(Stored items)
++++++++++
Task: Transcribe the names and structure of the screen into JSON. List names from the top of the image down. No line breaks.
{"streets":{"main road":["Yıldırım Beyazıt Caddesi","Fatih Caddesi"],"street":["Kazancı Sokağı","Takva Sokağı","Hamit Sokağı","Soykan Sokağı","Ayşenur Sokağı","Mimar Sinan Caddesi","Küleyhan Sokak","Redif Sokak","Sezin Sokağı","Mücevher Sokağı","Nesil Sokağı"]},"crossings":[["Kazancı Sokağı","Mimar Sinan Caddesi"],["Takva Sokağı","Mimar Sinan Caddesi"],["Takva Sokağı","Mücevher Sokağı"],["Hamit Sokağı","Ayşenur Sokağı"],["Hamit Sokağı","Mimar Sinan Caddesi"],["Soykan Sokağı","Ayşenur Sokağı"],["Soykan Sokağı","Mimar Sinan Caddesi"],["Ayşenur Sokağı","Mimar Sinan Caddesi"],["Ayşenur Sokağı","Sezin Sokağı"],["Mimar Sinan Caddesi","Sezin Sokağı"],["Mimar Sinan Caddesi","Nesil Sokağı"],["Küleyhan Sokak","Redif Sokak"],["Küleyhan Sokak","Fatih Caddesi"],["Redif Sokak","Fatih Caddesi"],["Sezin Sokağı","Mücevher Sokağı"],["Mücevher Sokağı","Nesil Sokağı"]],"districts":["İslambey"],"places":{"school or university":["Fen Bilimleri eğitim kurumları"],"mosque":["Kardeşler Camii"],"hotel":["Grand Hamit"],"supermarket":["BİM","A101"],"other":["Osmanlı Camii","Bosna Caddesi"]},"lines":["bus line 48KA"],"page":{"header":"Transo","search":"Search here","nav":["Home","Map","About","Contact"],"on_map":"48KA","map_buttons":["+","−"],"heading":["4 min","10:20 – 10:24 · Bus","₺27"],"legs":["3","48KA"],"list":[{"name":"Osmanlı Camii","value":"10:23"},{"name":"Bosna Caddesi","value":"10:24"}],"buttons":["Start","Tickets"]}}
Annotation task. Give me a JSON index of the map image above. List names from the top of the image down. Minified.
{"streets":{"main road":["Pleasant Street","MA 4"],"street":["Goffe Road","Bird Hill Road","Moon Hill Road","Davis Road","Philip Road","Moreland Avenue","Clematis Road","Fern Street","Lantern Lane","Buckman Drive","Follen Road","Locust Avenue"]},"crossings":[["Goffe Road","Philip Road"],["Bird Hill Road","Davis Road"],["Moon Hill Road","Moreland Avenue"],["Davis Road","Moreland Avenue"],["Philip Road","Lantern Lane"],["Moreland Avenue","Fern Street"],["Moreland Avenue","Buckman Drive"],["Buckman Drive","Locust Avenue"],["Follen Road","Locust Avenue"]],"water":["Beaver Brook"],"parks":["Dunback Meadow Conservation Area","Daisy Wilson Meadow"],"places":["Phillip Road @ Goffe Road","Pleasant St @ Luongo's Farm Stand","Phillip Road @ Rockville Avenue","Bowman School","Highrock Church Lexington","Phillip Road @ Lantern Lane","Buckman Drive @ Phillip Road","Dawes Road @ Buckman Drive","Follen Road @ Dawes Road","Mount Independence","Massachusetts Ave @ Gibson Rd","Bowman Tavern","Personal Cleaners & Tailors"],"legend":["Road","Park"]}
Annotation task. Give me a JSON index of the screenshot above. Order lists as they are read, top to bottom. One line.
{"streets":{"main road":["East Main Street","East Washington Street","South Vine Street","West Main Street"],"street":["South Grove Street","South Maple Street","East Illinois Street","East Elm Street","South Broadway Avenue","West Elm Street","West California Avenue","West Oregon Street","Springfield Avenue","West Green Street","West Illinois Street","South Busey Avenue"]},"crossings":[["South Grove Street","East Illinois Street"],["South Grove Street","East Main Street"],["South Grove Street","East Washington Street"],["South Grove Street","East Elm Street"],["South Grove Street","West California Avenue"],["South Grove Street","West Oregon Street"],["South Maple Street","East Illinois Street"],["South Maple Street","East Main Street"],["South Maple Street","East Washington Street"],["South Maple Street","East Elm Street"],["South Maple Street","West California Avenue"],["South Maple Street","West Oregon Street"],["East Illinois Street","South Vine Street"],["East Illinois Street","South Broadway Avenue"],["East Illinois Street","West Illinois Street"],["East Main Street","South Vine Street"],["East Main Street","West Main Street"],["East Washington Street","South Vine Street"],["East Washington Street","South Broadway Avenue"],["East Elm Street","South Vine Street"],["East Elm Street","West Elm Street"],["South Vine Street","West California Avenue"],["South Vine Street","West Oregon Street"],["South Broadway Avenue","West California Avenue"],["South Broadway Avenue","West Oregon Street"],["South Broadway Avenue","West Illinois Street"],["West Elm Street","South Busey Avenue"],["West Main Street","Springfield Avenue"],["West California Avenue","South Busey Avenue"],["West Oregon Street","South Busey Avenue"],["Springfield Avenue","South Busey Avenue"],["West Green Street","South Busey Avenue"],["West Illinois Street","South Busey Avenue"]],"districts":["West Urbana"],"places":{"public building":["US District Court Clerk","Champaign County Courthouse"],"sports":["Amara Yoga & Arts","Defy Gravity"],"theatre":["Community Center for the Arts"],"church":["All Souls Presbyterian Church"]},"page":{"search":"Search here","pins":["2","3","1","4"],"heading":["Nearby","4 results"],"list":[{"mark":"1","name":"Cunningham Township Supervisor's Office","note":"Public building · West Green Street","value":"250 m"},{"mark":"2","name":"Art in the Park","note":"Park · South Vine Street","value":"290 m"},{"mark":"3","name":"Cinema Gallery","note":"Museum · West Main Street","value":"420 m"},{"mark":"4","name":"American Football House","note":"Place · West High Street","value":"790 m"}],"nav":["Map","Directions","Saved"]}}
++++++++++
(TASK BRIEF) Using the exact wording, write out all of the records.

(SOLVED EXERCISE)
Task: Transcribe the names and structure of the screen into JSON. List names from the top of the image down. No line breaks.
{"streets":{"main road":["Yıldırım Beyazıt Caddesi","Fatih Caddesi"],"street":["Kazancı Sokağı","Takva Sokağı","Hamit Sokağı","Soykan Sokağı","Ayşenur Sokağı","Mimar Sinan Caddesi","Küleyhan Sokak","Redif Sokak","Sezin Sokağı","Mücevher Sokağı","Nesil Sokağı"]},"crossings":[["Kazancı Sokağı","Mimar Sinan Caddesi"],["Takva Sokağı","Mimar Sinan Caddesi"],["Takva Sokağı","Mücevher Sokağı"],["Hamit Sokağı","Ayşenur Sokağı"],["Hamit Sokağı","Mimar Sinan Caddesi"],["Soykan Sokağı","Ayşenur Sokağı"],["Soykan Sokağı","Mimar Sinan Caddesi"],["Ayşenur Sokağı","Mimar Sinan Caddesi"],["Ayşenur Sokağı","Sezin Sokağı"],["Mimar Sinan Caddesi","Sezin Sokağı"],["Mimar Sinan Caddesi","Nesil Sokağı"],["Küleyhan Sokak","Redif Sokak"],["Küleyhan Sokak","Fatih Caddesi"],["Redif Sokak","Fatih Caddesi"],["Sezin Sokağı","Mücevher Sokağı"],["Mücevher Sokağı","Nesil Sokağı"]],"districts":["İslambey"],"places":{"school or university":["Fen Bilimleri eğitim kurumları"],"mosque":["Kardeşler Camii"],"hotel":["Grand Hamit"],"supermarket":["BİM","A101"],"other":["Osmanlı Camii","Bosna Caddesi"]},"lines":["bus line 48KA"],"page":{"header":"Transo","search":"Search here","nav":["Home","Map","About","Contact"],"on_map":"48KA","map_buttons":["+","−"],"heading":["4 min","10:20 – 10:24 · Bus","₺27"],"legs":["3","48KA"],"list":[{"name":"Osmanlı Camii","value":"10:23"},{"name":"Bosna Caddesi","value":"10:24"}],"buttons":["Start","Tickets"]}}
Annotation task. Give me a JSON index of the map image above. List names from the top of the image down. Minified.
{"streets":{"main road":["Pleasant Street","MA 4"],"street":["Goffe Road","Bird Hill Road","Moon Hill Road","Davis Road","Philip Road","Moreland Avenue","Clematis Road","Fern Street","Lantern Lane","Buckman Drive","Follen Road","Locust Avenue"]},"crossings":[["Goffe Road","Philip Road"],["Bird Hill Road","Davis Road"],["Moon Hill Road","Moreland Avenue"],["Davis Road","Moreland Avenue"],["Philip Road","Lantern Lane"],["Moreland Avenue","Fern Street"],["Moreland Avenue","Buckman Drive"],["Buckman Drive","Locust Avenue"],["Follen Road","Locust Avenue"]],"water":["Beaver Brook"],"parks":["Dunback Meadow Conservation Area","Daisy Wilson Meadow"],"places":["Phillip Road @ Goffe Road","Pleasant St @ Luongo's Farm Stand","Phillip Road @ Rockville Avenue","Bowman School","Highrock Church Lexington","Phillip Road @ Lantern Lane","Buckman Drive @ Phillip Road","Dawes Road @ Buckman Drive","Follen Road @ Dawes Road","Mount Independence","Massachusetts Ave @ Gibson Rd","Bowman Tavern","Personal Cleaners & Tailors"],"legend":["Road","Park"]}
Annotation task. Give me a JSON index of the screenshot above. Order lists as they are read, top to bottom. One line.
{"streets":{"main road":["East Main Street","East Washington Street","South Vine Street","West Main Street"],"street":["South Grove Street","South Maple Street","East Illinois Street","East Elm Street","South Broadway Avenue","West Elm Street","West California Avenue","West Oregon Street","Springfield Avenue","West Green Street","West Illinois Street","South Busey Avenue"]},"crossings":[["South Grove Street","East Illinois Street"],["South Grove Street","East Main Street"],["South Grove Street","East Washington Street"],["South Grove Street","East Elm Street"],["South Grove Street","West California Avenue"],["South Grove Street","West Oregon Street"],["South Maple Street","East Illinois Street"],["South Maple Street","East Main Street"],["South Maple Street","East Washington Street"],["South Maple Street","East Elm Street"],["South Maple Street","West California Avenue"],["South Maple Street","West Oregon Street"],["East Illinois Street","South Vine Street"],["East Illinois Street","South Broadway Avenue"],["East Illinois Street","West Illinois Street"],["East Main Street","South Vine Street"],["East Main Street","West Main Street"],["East Washington Street","South Vine Street"],["East Washington Street","South Broadway Avenue"],["East Elm Street","South Vine Street"],["East Elm Street","West Elm Street"],["South Vine Street","West California Avenue"],["South Vine Street","West Oregon Street"],["South Broadway Avenue","West California Avenue"],["South Broadway Avenue","West Oregon Street"],["South Broadway Avenue","West Illinois Street"],["West Elm Street","South Busey Avenue"],["West Main Street","Springfield Avenue"],["West California Avenue","South Busey Avenue"],["West Oregon Street","South Busey Avenue"],["Springfield Avenue","South Busey Avenue"],["West Green Street","South Busey Avenue"],["West Illinois Street","South Busey Avenue"]],"districts":["West Urbana"],"places":{"public building":["US District Court Clerk","Champaign County Courthouse"],"sports":["Amara Yoga & Arts","Defy Gravity"],"theatre":["Community Center for the Arts"],"church":["All Souls Presbyterian Church"]},"page":{"search":"Search here","pins":["2","3","1","4"],"heading":["Nearby","4 results"],"list":[{"mark":"1","name":"Cunningham Township Supervisor's Office","note":"Public building · West Green Street","value":"250 m"},{"mark":"2","name":"Art in the Park","note":"Park · South Vine Street","value":"290 m"},{"mark":"3","name":"Cinema Gallery","note":"Museum · West Main Street","value":"420 m"},{"mark":"4","name":"American Football House","note":"Place · West High Street","value":"790 m"}],"nav":["Map","Directions","Saved"]}}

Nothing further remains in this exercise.